Appearance
Leaderboards
Leaderboards are the main Dr.Gero workflow. They define a task, dataset, evaluation method, candidate models, ranking runs, and the production inference target.
Create Leaderboard wizard
Open Leaderboards → Create Leaderboard.
1. Name
The name is used for the leaderboard and the associated challenge.
2. System prompt
The prompt defines the task. It can include a placeholder:
text
Answer the following task as clearly and concisely as possible.
Input:
{input}Supported placeholders include {input}, {question}, and {query}. If no placeholder exists, Dr.Gero appends the input to the prompt.
3. Dataset
Choose one mode:
| Dataset mode | UI fields | Behavior |
|---|---|---|
| Get dataset | Hugging Face URL | Dr.Gero reads a .jsonl or .jsonl.gz dataset. The UI validates the URL before continuing. |
| Push dataset | max samples, daily/monthly limits, consolidation cadence, optional end date | Dr.Gero creates a webhook-style dataset that your app can append to. |
Push datasets require enough accepted rows before you can add models. The UI guidance uses 100 rows as the minimum before model onboarding.
4. Evaluation type
| Type | Description |
|---|---|
| Exact | Deterministic output comparison. |
| Judge | A judge provider/model scores candidate outputs. Defaults are based on OpenRouter. |
| Human | Human-reviewed evaluation workflow. |
Leaderboard detail view
After you select a leaderboard, the UI shows three tabs.
Ranking
The Ranking tab shows the current ranking table, selected production model, inference endpoint, and model-selection strategy.
Model selection can be:
- Ranking winner: automatically use the current top-ranked model.

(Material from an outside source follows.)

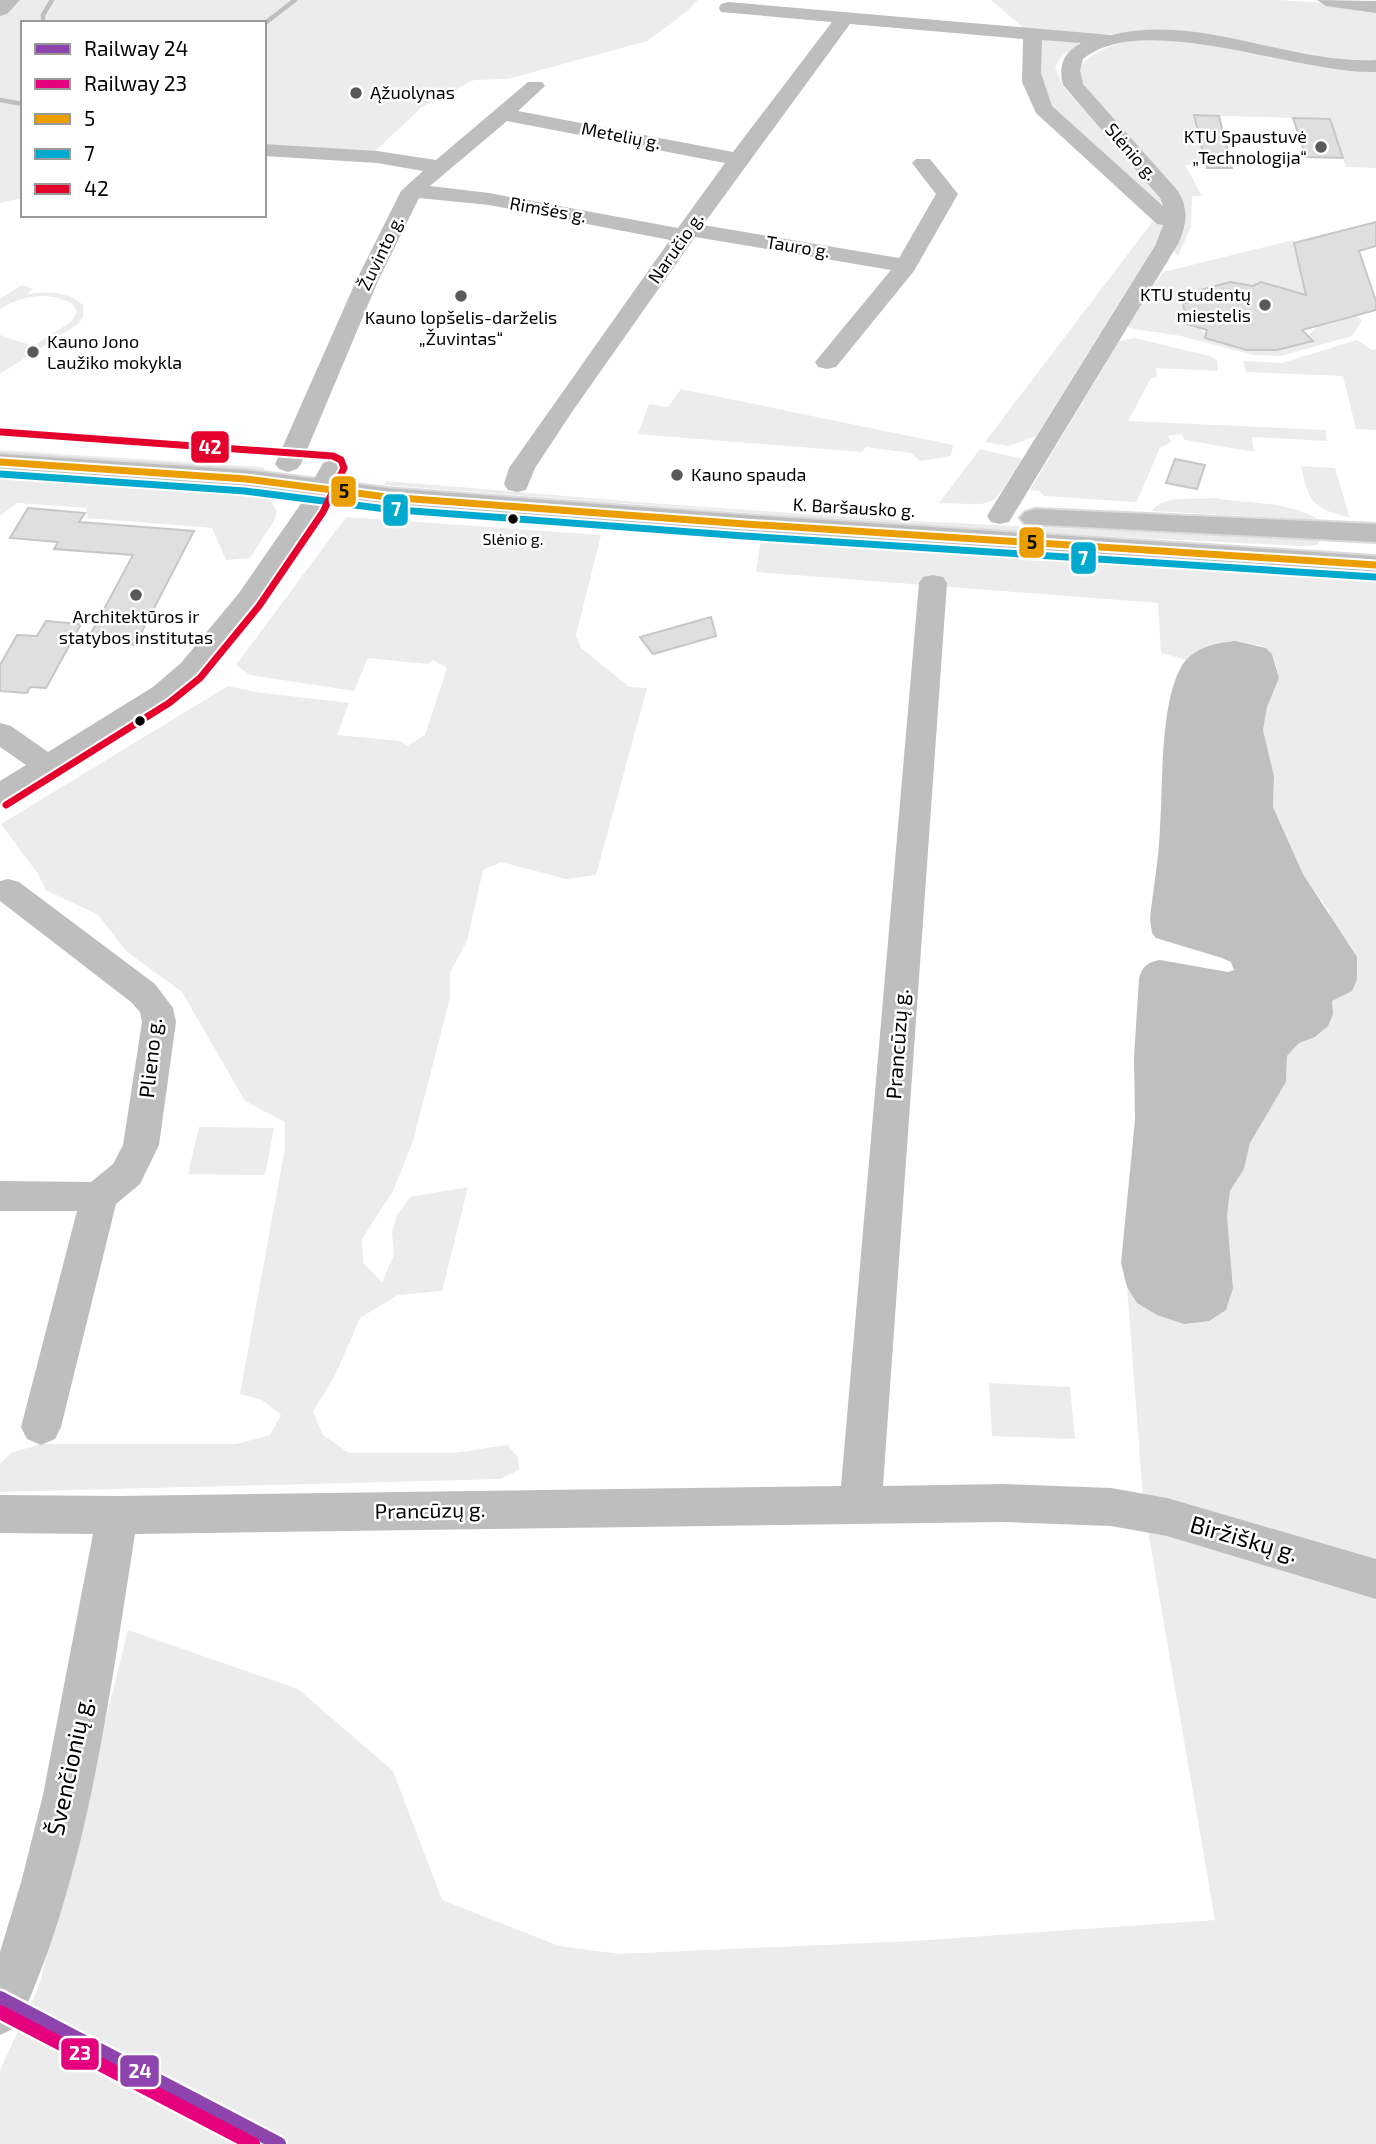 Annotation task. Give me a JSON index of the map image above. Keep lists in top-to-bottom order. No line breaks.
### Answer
{"streets":{"main road":["K. Baršausko g."],"street":["Metelių g.","Slėnio g.","Rimšės g.","Tauro g.","Naručio g.","Žuvinto g.","Prancūzų g.","Plieno g.","Biržiškų g.","Švenčionių g."]},"crossings":[["Metelių g.","Naručio g."],["Metelių g.","Žuvinto g."],["Rimšės g.","Tauro g."],["Rimšės g.","Naručio g."],["Rimšės g.","Žuvinto g."],["Tauro g.","Naručio g."],["Naručio g.","K. Baršausko g."],["Prancūzų g.","Biržiškų g."],["Prancūzų g.","Švenčionių g."]],"places":["Ąžuolynas","KTU Spaustuvė „Technologija“","Kauno lopšelis-darželis „Žuvintas“","KTU studentų miestelis","Kauno Jono Laužiko mokykla","Kauno spauda","Slėnio g.","Architektūros ir statybos institutas"],"lines":["transit line 42","transit line 5","transit line 7","rail line 24","rail line 23"],"legend":["Railway 24","Railway 23","5","7","42"]} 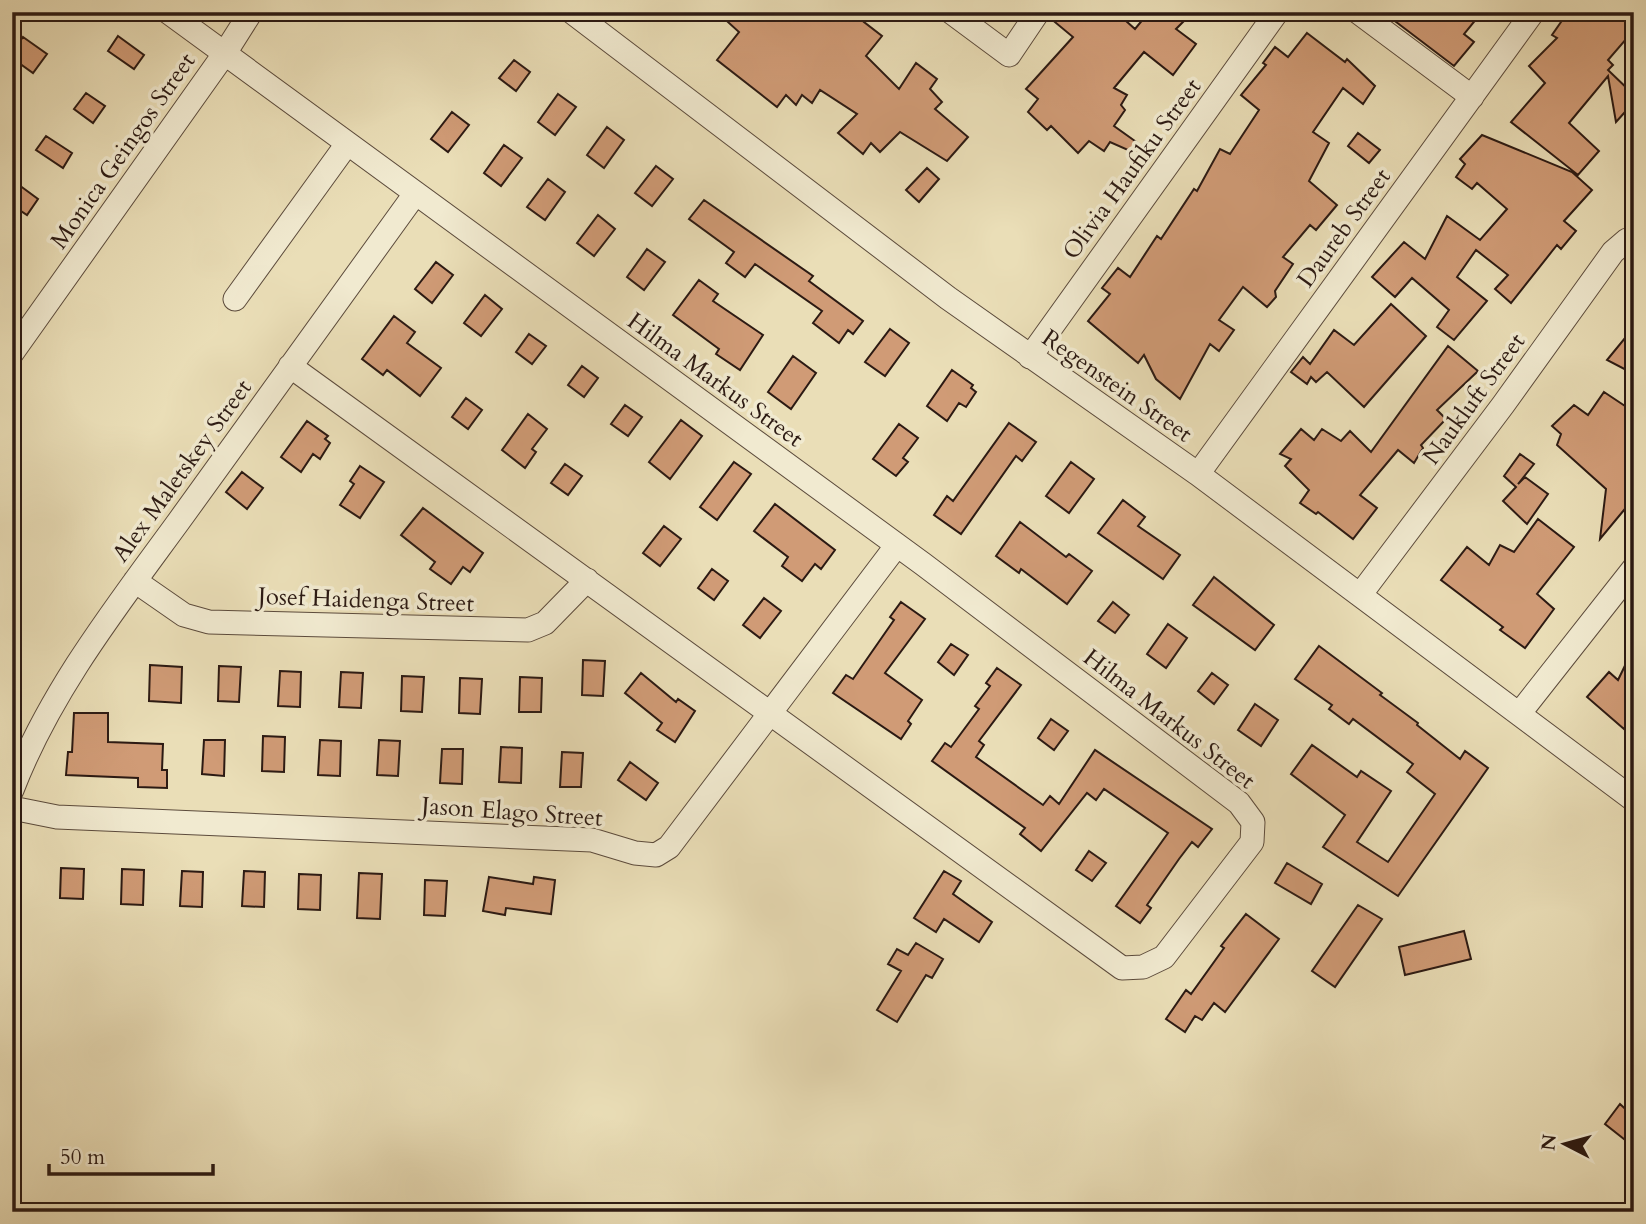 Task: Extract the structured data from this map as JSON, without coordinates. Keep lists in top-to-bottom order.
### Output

- Manual: pin a chosen leaderboard model.
Detail
The Detail tab shows:
- Candidate model list.
- System prompt.
- Dataset configuration.
- Dataset path or push webhook metadata.
- Evaluation config.
- Traces URL.
- Schedule JSON.
For PUSH leaderboards, the Detail tab also lets you create a dataset token and shows example webhook usage.
Run Logs
The Run Logs tab shows historical runs with:
- Source: manual, schedule, or dataset improvement.
- Started/finished time.
- Execution time.
- Total cost.
- Ranking summary.
- Leaderboard configuration JSON.
- Model configuration JSON.
Add models
Click Add Model from the leaderboard detail view.
Auto-select models
Auto-select chooses OpenRouter models using constraints:
- Number of models.
- Optional input/output cost limits per million tokens.
- Optional P95/P99 latency limits.
- Optional open-source-only filter.
Manual model
Manual add supports:
| Platform | Required fields | Notes |
|---|---|---|
| OpenRouter | Model ID | Uses the workspace OpenRouter integration. |
| Custom | API endpoint, optional auth method/token | Your endpoint should accept a POST request and return OpenAI-compatible chat-completions output or JSON/text. |
| Hugging Face | Endpoint URL and optional token | Available through API; the UI may mark it unavailable depending on deployment. |
| Dr.Gero | Deployed Dr.Gero model | Lets you evaluate a model created in the Models area. |
Run a leaderboard
Click Run after at least two models are attached. The app estimates runtime based on visible model count and dataset row count. While a run is active, the UI shows status and disables conflicting actions.
Deleting leaderboards
Paid plans can delete leaderboards. The free plan may lock deletion and limit workspaces to a small number of leaderboards.